We will not speak of the cause that led to this serious rupture

between Mr. and Mrs. Emerson. It was light as vanity--an airy

nothing in itself--a spark that would have gone out on a baby's

cheek without leaving a sign of its existence. On the day that Irene

left the home of her husband he had parted from her silent, moody

and with ill-concealed anger. Hard words, reproaches and accusations

had passed between them on the night previous; and both felt

unusually disturbed. The cause of all this, as we have said, was

light as vanity. During the day Mr. Emerson, who was always first to

come to his senses, saw the folly of what had occurred, and when he

turned his face homeward, after three o'clock, it was with the

purpose of ending the unhappy state by recalling a word to which he

had given thoughtless utterance.

The moment our young husband came to this sensible conclusion his

heart beat with a freer motion and his spirits rose again into a

region of tranquillity. He felt the old tenderness toward his wife

returning, dwelt on her beauty, accomplishments, virtues and high

mental endowments with a glow of pride, and called her defects of

character light in comparison.

"If I were more a man, and less a child of feeling and impulse," he

said to himself, "I would be more worthy to hold the place of

husband to a woman like Irene. She has strong peculiarities--who has

not peculiarities? Am I free from them? She is no ordinary woman,

and must not be trammeled by ordinary tame routine. She has quick

impulses; therefore, if I love her, should I not guard them, lest

they leap from her feebly restraining hand in the wrong direction?

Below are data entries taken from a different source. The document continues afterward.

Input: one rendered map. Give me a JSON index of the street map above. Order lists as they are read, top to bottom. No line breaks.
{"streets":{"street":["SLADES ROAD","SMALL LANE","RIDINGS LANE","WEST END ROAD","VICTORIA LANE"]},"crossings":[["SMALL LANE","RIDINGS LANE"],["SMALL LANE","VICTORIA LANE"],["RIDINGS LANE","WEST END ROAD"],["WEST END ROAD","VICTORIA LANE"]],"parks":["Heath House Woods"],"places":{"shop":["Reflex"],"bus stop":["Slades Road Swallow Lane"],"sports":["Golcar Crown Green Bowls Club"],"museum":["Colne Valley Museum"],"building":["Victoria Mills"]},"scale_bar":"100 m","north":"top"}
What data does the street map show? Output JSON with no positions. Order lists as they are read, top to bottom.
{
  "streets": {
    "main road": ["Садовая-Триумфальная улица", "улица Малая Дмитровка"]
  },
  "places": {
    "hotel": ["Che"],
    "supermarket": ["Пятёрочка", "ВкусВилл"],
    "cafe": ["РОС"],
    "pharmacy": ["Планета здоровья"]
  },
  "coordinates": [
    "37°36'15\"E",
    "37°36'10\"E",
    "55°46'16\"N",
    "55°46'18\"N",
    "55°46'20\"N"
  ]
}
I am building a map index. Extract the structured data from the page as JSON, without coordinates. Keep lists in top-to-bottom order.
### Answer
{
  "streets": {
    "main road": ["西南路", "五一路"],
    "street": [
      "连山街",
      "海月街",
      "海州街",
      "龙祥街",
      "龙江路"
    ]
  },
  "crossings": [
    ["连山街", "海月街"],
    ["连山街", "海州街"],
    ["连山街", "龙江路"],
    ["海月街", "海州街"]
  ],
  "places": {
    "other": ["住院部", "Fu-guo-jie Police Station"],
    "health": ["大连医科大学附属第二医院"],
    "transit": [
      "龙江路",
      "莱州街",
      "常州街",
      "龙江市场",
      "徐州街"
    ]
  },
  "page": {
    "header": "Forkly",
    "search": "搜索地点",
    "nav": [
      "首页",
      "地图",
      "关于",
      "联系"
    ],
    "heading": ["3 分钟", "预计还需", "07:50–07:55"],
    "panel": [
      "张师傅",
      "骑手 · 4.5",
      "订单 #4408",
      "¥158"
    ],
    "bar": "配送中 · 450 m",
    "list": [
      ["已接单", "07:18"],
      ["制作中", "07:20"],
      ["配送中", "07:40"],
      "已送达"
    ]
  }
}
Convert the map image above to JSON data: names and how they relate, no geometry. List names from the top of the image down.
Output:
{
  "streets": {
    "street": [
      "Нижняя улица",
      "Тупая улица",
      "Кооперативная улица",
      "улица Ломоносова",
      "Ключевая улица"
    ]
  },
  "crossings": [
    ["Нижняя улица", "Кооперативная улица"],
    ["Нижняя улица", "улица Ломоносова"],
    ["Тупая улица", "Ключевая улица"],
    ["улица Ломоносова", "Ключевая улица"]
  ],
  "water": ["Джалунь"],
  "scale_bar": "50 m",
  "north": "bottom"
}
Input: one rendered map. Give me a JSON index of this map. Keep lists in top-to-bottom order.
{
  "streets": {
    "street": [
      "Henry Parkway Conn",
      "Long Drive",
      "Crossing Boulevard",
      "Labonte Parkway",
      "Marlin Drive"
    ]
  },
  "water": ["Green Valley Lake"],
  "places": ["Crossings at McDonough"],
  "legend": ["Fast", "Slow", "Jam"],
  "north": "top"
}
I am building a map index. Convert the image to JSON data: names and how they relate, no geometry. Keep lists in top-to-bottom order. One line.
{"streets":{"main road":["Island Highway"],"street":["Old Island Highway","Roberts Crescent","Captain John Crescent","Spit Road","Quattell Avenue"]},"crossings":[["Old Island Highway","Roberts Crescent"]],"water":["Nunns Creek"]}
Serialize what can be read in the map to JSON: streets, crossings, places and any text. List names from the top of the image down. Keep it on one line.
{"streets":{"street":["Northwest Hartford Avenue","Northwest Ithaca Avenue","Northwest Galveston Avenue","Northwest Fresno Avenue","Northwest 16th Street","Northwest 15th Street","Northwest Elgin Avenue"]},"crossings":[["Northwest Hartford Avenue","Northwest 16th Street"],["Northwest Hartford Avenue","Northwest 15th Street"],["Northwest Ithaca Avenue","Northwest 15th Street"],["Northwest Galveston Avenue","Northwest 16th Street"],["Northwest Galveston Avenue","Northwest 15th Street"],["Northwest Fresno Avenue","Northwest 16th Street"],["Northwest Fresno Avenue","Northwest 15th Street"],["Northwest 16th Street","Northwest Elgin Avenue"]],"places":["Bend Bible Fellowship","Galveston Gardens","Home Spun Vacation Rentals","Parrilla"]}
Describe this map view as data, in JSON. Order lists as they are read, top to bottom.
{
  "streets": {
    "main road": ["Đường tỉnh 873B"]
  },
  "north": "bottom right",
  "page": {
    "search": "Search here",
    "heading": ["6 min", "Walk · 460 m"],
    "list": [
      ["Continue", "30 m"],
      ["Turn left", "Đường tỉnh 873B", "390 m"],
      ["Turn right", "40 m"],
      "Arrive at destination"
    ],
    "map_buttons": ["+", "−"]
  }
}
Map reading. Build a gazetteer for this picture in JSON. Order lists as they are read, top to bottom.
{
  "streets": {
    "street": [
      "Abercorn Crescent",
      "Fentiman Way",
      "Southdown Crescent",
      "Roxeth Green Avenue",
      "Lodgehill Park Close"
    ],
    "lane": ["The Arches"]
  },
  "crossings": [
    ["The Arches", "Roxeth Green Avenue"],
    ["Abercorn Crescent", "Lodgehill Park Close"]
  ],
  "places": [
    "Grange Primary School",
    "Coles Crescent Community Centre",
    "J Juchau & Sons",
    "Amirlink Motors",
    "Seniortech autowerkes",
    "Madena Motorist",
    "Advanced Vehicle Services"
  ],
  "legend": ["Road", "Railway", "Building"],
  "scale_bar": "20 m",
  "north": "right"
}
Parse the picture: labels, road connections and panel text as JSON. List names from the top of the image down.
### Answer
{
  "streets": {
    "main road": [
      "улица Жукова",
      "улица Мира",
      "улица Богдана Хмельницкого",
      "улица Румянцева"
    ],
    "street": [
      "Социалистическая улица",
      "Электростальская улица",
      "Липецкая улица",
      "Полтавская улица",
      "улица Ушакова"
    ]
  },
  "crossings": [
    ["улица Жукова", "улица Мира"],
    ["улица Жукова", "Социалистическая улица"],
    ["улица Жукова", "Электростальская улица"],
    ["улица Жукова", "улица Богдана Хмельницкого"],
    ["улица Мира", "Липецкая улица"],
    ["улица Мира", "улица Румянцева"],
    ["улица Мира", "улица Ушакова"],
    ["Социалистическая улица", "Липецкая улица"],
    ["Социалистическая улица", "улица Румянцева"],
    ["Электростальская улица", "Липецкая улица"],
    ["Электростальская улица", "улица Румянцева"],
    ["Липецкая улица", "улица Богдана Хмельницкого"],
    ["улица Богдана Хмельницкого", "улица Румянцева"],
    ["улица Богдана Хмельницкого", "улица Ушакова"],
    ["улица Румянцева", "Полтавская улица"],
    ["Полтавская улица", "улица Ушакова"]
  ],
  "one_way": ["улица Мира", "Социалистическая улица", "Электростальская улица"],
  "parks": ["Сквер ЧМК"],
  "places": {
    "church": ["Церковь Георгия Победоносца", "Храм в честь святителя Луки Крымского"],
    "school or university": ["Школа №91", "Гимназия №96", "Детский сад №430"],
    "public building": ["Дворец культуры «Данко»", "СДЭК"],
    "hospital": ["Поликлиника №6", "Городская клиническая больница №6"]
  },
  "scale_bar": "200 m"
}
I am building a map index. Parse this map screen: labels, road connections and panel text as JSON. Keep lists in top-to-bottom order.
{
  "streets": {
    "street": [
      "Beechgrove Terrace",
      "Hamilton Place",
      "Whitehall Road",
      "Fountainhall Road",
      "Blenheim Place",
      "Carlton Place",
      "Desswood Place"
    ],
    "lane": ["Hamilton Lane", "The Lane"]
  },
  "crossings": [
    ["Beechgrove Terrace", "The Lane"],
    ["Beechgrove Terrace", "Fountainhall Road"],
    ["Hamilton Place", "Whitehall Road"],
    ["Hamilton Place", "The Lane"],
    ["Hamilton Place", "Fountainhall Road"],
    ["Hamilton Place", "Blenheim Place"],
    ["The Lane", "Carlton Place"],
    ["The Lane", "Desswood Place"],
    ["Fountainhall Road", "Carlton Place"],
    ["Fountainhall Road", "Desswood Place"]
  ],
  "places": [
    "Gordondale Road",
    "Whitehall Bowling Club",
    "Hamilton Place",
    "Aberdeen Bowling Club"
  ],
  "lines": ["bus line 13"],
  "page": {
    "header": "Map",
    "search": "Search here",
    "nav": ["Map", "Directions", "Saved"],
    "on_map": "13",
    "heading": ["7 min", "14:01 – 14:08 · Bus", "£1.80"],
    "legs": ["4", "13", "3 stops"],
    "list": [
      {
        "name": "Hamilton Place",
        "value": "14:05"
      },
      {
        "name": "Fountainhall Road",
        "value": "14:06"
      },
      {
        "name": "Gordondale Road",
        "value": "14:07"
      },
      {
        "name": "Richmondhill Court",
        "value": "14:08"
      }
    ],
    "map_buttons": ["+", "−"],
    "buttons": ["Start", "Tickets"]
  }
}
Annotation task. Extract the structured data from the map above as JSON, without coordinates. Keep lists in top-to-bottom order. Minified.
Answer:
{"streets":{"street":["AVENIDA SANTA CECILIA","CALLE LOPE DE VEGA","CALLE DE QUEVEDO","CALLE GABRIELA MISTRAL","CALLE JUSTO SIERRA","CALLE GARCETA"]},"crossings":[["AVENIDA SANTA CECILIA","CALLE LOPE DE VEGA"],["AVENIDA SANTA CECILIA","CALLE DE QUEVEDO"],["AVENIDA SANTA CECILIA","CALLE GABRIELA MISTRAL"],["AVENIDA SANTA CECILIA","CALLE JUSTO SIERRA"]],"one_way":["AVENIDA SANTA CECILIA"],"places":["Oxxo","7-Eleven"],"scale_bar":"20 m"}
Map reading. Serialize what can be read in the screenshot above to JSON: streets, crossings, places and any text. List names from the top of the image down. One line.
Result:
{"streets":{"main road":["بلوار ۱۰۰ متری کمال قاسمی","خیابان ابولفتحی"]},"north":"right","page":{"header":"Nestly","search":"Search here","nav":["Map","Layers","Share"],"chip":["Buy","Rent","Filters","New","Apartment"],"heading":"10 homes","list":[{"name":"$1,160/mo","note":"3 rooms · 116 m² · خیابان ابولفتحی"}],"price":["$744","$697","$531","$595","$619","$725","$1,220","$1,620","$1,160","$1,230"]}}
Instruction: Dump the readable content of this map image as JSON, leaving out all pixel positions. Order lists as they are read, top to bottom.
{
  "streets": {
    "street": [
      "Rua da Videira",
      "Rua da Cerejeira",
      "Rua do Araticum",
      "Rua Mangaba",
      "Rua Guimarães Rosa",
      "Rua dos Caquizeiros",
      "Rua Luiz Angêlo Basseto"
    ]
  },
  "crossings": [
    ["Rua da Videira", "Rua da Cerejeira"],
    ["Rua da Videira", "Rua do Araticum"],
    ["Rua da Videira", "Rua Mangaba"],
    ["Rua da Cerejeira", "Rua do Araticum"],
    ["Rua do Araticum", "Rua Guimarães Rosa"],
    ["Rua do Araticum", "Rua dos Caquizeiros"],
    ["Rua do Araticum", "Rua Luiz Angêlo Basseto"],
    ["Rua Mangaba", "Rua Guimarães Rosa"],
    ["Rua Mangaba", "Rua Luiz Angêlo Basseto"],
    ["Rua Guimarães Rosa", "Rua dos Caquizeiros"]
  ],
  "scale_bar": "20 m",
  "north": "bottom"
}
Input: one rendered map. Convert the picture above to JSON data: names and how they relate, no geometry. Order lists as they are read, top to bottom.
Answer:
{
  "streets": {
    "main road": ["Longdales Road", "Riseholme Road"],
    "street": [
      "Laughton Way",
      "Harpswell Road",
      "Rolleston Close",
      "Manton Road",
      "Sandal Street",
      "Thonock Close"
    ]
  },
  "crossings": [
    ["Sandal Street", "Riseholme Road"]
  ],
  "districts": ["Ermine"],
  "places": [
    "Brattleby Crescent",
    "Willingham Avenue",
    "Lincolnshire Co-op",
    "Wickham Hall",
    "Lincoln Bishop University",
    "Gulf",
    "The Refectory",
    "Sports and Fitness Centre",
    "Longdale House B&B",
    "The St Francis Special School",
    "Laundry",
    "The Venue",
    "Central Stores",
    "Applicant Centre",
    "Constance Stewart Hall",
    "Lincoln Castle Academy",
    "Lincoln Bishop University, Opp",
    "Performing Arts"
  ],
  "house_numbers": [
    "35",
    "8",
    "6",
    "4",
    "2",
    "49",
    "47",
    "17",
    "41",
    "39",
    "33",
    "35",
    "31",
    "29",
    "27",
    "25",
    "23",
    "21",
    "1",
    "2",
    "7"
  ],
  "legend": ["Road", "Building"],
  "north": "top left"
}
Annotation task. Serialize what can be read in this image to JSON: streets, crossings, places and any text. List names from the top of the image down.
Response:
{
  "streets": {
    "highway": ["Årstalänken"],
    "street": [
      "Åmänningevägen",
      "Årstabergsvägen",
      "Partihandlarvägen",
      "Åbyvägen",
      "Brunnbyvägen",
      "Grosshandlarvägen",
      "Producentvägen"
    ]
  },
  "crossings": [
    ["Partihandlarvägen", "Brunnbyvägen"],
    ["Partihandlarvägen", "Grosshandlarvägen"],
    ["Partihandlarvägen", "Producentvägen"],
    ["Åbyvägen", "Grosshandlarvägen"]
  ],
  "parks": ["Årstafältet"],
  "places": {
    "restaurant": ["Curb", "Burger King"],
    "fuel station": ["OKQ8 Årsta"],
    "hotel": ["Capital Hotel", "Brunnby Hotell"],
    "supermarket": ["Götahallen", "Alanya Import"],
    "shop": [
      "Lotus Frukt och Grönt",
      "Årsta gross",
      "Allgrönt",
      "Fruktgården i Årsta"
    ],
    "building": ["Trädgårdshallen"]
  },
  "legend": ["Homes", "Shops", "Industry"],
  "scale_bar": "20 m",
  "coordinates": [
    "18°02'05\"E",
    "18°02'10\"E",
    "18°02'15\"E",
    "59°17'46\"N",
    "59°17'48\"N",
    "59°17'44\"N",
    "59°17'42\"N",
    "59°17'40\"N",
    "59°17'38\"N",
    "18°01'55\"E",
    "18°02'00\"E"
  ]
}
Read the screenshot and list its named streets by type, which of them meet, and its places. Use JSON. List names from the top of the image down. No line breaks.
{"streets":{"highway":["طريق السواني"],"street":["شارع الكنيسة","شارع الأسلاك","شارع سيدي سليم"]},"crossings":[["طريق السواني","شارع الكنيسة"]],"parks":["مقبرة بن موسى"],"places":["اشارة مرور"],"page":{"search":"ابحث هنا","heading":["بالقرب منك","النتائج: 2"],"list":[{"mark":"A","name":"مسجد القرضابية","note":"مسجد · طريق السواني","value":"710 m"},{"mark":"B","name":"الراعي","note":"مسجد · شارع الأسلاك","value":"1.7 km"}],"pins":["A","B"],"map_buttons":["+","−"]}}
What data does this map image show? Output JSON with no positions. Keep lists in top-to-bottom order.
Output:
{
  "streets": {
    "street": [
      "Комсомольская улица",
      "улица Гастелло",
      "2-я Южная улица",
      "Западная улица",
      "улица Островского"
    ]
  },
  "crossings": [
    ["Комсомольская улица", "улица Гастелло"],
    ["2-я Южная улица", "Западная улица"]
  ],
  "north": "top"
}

She is sensitive to control; why, then, let her see the hand that

must lead her, sometimes, aside from the way she would walk through

the promptings of her own will? Do I not know that she loves me? And

is she not dear to me as my own life? What folly to strive with each

other! What madness to let angry feelings shadow for an instant our

lives!"

It was in this state of mind that Emerson returned home. There were

a few misgivings in his heart as he entered, for he was not sure as

to the kind of reception Irene would offer his overtures for peace;

but there was no failing of his purpose to sue for peace and obtain

it. With a quick step he passed through the hall, and, after

glancing into the parlors to see if his wife were there, went up

stairs with two or three light bounds. A hurried glance through the

chambers showed him that they had no occupant. He was turning to

leave them, when a letter, placed upright on a bureau, attracted his

attention. He caught it up. It was addressed to him in the

well-known hand of his wife. He opened it and read: "I leave for Ivy Cliff to-day. IRENE."